# zbMATH — the first resource for mathematics

A significance test for the lasso. (English) Zbl 1305.62254
A linear regression model is considered, $y=X\beta^*+\varepsilon,\quad \varepsilon\sim N(0, \sigma^2I),$ where $$y\in \mathbb{R}^n$$ is an outcome vector, $$X$$ is a design matrix, and $$\beta^*\in \mathbb{R}^p$$ are unknown coefficients to be estimated. The lasso estimator $$\hat {\beta} =\hat {\beta} (\lambda)$$ minimizes the objective function $Q(\beta; \lambda)=\frac{1}{2} \|y-X\beta\|_2^2+\lambda \|\beta\|_1,\quad \beta\in \mathbb{R}^p,$ where $$\lambda \geq 0$$ is a tuning parameter, controlling the level of sparsity in $$\hat {\beta}$$. It is assumed that the columns of $$X$$ are in general position in order to ensure uniqueness of the lasso solution, see [R. J. Tibshirani, Electron. J. Stat. 7, 1456–1490 (2013; Zbl 1337.62173)].
The path $$\hat {\beta} (\lambda)$$ is a piecewise linear function, with knots at values $$\lambda_1 \geq \lambda_2 \geq \cdots \geq \lambda_r \geq 0$$. At $$\lambda=\infty$$, the solution $$\hat {\beta}(\infty)$$ has no active variables, and for decreasing $$\lambda$$, each knot $$\lambda_k$$ marks the entry or removal of some variable from the current active set. At any $$\lambda \geq 0$$, the corresponding active set $$A=\operatorname{supp}(\hat {\beta}(\lambda))$$ indexes a linearly independent set of predictor variables, that is, $$\operatorname{rank}(X_A)=|A|$$, where $$X_A$$ denotes the columns of $$X$$ in $$A$$.

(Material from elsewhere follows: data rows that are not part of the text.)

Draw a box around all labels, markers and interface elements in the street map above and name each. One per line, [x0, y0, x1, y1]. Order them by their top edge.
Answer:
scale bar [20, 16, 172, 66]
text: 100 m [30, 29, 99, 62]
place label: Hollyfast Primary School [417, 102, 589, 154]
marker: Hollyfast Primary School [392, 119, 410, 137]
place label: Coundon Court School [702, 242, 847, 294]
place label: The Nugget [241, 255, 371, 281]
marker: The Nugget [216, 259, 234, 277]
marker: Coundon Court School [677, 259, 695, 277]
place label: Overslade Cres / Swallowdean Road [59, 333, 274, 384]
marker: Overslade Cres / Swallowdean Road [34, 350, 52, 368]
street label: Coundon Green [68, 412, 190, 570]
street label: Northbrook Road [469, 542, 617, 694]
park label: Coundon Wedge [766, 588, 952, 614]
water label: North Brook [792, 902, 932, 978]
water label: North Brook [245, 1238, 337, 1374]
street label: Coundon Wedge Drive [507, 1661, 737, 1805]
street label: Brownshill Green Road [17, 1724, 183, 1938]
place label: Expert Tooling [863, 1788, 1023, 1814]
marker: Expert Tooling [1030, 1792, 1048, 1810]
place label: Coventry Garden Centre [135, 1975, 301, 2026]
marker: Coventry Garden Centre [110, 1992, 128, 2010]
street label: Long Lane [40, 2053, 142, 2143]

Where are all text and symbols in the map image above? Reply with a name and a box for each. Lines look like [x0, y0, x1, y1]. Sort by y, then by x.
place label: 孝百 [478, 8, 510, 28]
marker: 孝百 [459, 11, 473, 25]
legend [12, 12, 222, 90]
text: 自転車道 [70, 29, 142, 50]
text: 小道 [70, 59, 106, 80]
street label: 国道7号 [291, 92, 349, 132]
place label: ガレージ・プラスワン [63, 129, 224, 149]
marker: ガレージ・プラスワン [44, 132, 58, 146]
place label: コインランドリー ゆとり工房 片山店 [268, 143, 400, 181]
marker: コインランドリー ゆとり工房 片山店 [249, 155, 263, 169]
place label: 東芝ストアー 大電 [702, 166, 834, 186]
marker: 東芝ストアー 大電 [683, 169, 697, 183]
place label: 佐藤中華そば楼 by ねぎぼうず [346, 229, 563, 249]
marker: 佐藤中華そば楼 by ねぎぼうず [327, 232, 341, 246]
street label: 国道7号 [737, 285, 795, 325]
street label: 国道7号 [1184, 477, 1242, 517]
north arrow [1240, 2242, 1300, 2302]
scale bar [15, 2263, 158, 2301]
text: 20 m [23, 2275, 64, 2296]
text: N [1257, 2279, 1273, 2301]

Let $$A$$ be the active set just before $$\lambda_k$$, and suppose that predictor $$j$$ enters at $$\lambda_k$$. Denote by $$\hat {\beta}(\lambda_{k+1})$$ the solution at point $$\lambda=\lambda_{k+1}$$, using predictors $$A$$ and $$j$$. Let $$\tilde{\beta}_A (\lambda_{k+1})$$ be the lasso solution using only the active predictors $$X_A$$, at $$\lambda=\lambda_{k+1}$$.
In the paper under review, the covariance test statistic is proposed, $T_k=\frac{1}{\sigma^2}(y, X\hat {\beta} (\lambda_{k+1})-X_A\tilde{\beta}_A (\lambda_{k+1})).$ The main result given in Theorem 3 states the following: under the null hypothesis that current lasso model contains all truly active variables, $$\operatorname{supp}(\beta^*) \subseteq A$$, $$T_k$$ is asymptotically distributed as a standard exponential random variable, given reasonable assumption on $$X$$ and the magnitudes of the nonzero true coefficients. This statistic can be used to test the significance of an additional variable between two nested models, when this additional variable is not fixed and has been chosen adaptively.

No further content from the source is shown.